The median price of a house in Sydney skyrocketed by nearly $1,200 a day through the June quarter and the median Melbourne home now costs a record $1.02 million, Domain reports, outlining the market’s phenomenal growth through Australia’s stop-start economic recovery.
But recurring coronavirus outbreaks and lockdown restrictions could dampen the Sydney market through the coming months, and Westpac analysts expect macro-prudential tightening to eventually suppress prices in 2023.
In its new housing market report, released Thursday, Domain states the median Sydney house price grew 8.2% over the quarter, and a stunning 24% over the past year, reaching $1.41 million.
The top end of the market was not the star of Sydney’s housing show.
Propelled by the pandemic-fuelled desire for more space, lax lending conditions, and no small amount of FOMO, buyers led the Baulkham Hills, Hawkesbury, Sutherland, and Ryde regions to the highest levels of quarterly growth.
Median unit prices also rose over the same period by 3.2% to just north of $786,00, but Domain believes the daunting housing prices, plus mounting investor interest, could see those prices climb further through the year.
Housing price growth remained strong across the regions, to the benefit of homeowners in popular locales: the median house price in Byron has shot up 51% over the year to a cool $1.58 million.
Domain states Melbourne’s median house price has cracked the seven-figure mark for the first time, joining the Real Estate Institute of Victoria in declaring the market milestone.
Prices in the already-exclusionary inner east are hovering around their peak, Domain states, with continual demand linked to the pandemic-era demand for more space.
This same impulse was expressed in the unit market, which rose a comparatively paltry 0.8% over the quarter. Inner-city homes sit some $27,000 under their 2017 peaks, though this may reflect the lingering impact of lockdowns and border closures.
Brisbane median house prices reached their own record of $678,236 through the quarter. Its unit market, which dipped 0.4%, could rise in coming years, Domain says, in line with infrastructure developments linked to the 2032 Olympic Games.
Median housing prices in the nation’s capital grew 1.04% through the quarter, allowing Canberra to join Melbourne and Sydney in the million-dollar echelon.
House prices in Perth, Adelaide, Hobart, and Darwin grew 1%, 5.4%, 6.6%, and 8.9%, respectively.
Nationally, Domain states median house prices have grown 18.8% from this time last year.
The virus is expected to stymie some of Sydney’s auction action, Westpac said in a Wednesday update to its market projections.
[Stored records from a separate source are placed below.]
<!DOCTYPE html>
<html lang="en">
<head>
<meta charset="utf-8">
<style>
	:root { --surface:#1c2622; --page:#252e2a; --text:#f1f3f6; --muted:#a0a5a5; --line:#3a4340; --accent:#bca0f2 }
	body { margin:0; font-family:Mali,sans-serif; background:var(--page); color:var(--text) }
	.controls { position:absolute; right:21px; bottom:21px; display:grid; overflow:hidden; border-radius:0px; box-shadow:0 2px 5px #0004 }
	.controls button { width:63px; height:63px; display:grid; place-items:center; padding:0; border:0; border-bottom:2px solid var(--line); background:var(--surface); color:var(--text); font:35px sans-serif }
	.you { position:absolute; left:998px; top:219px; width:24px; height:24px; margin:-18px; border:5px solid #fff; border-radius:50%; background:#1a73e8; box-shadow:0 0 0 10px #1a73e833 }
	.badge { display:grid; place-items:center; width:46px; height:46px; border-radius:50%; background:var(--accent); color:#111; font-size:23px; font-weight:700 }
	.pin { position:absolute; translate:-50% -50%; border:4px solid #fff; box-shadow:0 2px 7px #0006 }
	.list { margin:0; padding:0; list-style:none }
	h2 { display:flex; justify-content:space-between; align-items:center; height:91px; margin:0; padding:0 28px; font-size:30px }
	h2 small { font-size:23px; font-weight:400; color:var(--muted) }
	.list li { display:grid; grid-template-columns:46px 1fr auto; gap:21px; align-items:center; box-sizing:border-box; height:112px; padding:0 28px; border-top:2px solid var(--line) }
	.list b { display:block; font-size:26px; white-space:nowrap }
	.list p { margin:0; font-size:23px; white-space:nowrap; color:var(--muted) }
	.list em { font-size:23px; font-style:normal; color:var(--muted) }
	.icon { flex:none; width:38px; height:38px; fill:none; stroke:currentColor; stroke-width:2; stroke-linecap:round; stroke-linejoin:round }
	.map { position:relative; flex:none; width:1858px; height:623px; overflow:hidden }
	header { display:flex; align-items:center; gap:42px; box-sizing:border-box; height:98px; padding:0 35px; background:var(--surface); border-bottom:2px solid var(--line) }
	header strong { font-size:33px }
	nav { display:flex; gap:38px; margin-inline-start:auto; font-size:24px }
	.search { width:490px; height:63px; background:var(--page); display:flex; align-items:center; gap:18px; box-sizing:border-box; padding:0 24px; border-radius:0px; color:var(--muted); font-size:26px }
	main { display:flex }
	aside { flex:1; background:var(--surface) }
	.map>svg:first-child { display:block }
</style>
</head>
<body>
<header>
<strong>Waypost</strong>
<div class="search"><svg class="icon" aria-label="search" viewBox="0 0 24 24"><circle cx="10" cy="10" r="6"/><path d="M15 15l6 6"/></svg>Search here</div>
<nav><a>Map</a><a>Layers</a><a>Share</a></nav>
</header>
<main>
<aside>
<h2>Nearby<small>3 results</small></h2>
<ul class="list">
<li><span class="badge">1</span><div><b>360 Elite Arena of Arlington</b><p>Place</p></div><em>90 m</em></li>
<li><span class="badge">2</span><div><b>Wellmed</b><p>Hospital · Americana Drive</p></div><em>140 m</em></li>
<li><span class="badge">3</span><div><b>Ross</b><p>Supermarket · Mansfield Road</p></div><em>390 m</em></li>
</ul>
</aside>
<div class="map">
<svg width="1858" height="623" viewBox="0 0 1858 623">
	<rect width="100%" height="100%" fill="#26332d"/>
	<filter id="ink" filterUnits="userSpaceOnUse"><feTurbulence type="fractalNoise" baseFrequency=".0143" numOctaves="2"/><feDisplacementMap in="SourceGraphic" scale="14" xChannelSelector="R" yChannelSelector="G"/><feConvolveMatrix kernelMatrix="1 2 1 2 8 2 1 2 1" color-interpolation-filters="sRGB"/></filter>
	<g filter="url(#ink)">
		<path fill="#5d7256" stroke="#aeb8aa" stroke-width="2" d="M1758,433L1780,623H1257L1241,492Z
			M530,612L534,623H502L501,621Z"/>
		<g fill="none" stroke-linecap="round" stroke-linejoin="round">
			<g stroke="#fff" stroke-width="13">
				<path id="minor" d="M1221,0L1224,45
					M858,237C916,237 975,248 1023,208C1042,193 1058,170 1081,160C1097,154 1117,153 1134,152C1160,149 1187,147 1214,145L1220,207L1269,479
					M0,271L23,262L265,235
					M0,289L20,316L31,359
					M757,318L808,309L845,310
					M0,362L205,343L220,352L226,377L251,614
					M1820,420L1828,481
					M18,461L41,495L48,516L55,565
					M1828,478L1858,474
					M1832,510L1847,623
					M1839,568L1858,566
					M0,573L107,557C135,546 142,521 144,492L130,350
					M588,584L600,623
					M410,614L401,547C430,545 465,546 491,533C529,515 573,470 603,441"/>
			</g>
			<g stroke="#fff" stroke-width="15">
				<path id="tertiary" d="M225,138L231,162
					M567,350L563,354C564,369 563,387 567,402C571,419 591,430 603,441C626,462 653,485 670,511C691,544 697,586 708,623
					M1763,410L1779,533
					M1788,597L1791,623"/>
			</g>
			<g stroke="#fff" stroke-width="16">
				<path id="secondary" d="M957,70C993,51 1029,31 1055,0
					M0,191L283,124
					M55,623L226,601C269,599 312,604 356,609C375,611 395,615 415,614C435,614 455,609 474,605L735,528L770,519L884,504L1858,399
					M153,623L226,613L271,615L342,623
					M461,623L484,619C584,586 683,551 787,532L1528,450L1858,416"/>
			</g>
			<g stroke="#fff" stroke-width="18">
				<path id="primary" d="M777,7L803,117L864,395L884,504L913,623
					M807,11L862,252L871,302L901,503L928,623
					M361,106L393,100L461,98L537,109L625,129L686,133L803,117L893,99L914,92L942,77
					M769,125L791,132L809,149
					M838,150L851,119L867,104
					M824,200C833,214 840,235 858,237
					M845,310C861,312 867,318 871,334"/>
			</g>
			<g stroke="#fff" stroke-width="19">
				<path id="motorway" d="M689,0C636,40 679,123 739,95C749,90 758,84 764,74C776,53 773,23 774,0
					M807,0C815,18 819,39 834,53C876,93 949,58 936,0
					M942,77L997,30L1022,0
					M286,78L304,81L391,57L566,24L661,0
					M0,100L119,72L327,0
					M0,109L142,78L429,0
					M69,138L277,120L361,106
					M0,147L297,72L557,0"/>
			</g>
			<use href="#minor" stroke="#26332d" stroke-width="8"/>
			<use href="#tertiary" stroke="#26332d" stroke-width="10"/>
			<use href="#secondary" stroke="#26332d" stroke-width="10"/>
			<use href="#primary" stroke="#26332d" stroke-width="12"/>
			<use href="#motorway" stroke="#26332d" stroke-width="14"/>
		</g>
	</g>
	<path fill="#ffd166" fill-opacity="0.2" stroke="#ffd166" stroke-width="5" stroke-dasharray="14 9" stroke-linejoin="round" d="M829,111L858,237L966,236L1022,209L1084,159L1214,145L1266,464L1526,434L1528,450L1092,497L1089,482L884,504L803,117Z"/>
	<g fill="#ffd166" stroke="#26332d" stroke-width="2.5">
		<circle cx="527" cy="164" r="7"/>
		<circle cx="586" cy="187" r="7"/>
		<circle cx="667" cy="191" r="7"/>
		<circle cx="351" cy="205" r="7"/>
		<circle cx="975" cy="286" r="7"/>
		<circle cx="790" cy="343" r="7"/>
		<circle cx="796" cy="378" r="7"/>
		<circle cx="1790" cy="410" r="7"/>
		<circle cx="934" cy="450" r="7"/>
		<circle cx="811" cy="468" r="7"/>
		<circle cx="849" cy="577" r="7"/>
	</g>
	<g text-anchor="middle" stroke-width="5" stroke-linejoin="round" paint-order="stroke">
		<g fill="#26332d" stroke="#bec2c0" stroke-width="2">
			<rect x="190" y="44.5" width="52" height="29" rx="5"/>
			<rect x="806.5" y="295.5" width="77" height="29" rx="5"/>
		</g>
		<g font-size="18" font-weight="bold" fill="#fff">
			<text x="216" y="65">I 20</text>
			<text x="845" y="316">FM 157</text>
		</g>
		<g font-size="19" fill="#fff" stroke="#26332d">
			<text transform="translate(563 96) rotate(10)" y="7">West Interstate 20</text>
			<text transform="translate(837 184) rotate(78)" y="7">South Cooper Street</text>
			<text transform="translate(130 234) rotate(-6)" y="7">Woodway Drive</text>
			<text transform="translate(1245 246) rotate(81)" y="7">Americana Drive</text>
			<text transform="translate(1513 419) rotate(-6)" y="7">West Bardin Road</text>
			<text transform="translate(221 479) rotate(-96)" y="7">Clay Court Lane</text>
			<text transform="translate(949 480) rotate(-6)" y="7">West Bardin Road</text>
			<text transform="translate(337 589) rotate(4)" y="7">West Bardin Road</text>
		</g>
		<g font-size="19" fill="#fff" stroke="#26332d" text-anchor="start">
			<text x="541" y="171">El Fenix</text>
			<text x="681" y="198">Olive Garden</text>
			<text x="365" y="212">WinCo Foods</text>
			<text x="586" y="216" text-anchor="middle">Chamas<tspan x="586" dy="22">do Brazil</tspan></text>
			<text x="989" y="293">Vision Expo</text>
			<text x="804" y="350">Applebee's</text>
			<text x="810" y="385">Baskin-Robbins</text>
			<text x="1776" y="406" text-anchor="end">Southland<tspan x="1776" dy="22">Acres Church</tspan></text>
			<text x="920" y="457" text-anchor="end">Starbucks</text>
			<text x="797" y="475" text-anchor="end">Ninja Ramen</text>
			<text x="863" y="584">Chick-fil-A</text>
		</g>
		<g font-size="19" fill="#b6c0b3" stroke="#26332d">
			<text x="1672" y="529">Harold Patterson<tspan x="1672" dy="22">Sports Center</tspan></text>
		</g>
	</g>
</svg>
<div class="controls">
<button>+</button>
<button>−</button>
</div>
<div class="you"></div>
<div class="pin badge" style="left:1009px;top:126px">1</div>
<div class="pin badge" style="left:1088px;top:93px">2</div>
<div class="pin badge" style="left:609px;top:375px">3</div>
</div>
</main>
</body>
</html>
“While prices have posted a solid gain in July, momentum already appears to have slowed somewhat with repeated ‘mini–lockdowns’ across several states and the more prolonged closure in NSW starting to impact activity,” the bank said.
Westpac anticipates activity will “rebound swiftly” once restrictions are lifted, lifting prices through to the year’s end.
That mammoth price growth cannot continue forever, with “price growth… expected to slow to 5% in 2022 with most of the increase occurring in the first half,” Westpac stated.
All of that lending will have an impact, the bank posited, saying “tightening in macro–prudential policy settings will
restrain the supply of credit.”
The bank suggests those policies, wild unaffordability, and rate rises will see prices pared back by 5% through 2023.
Until then, it’s happy days for those already secure in the housing market.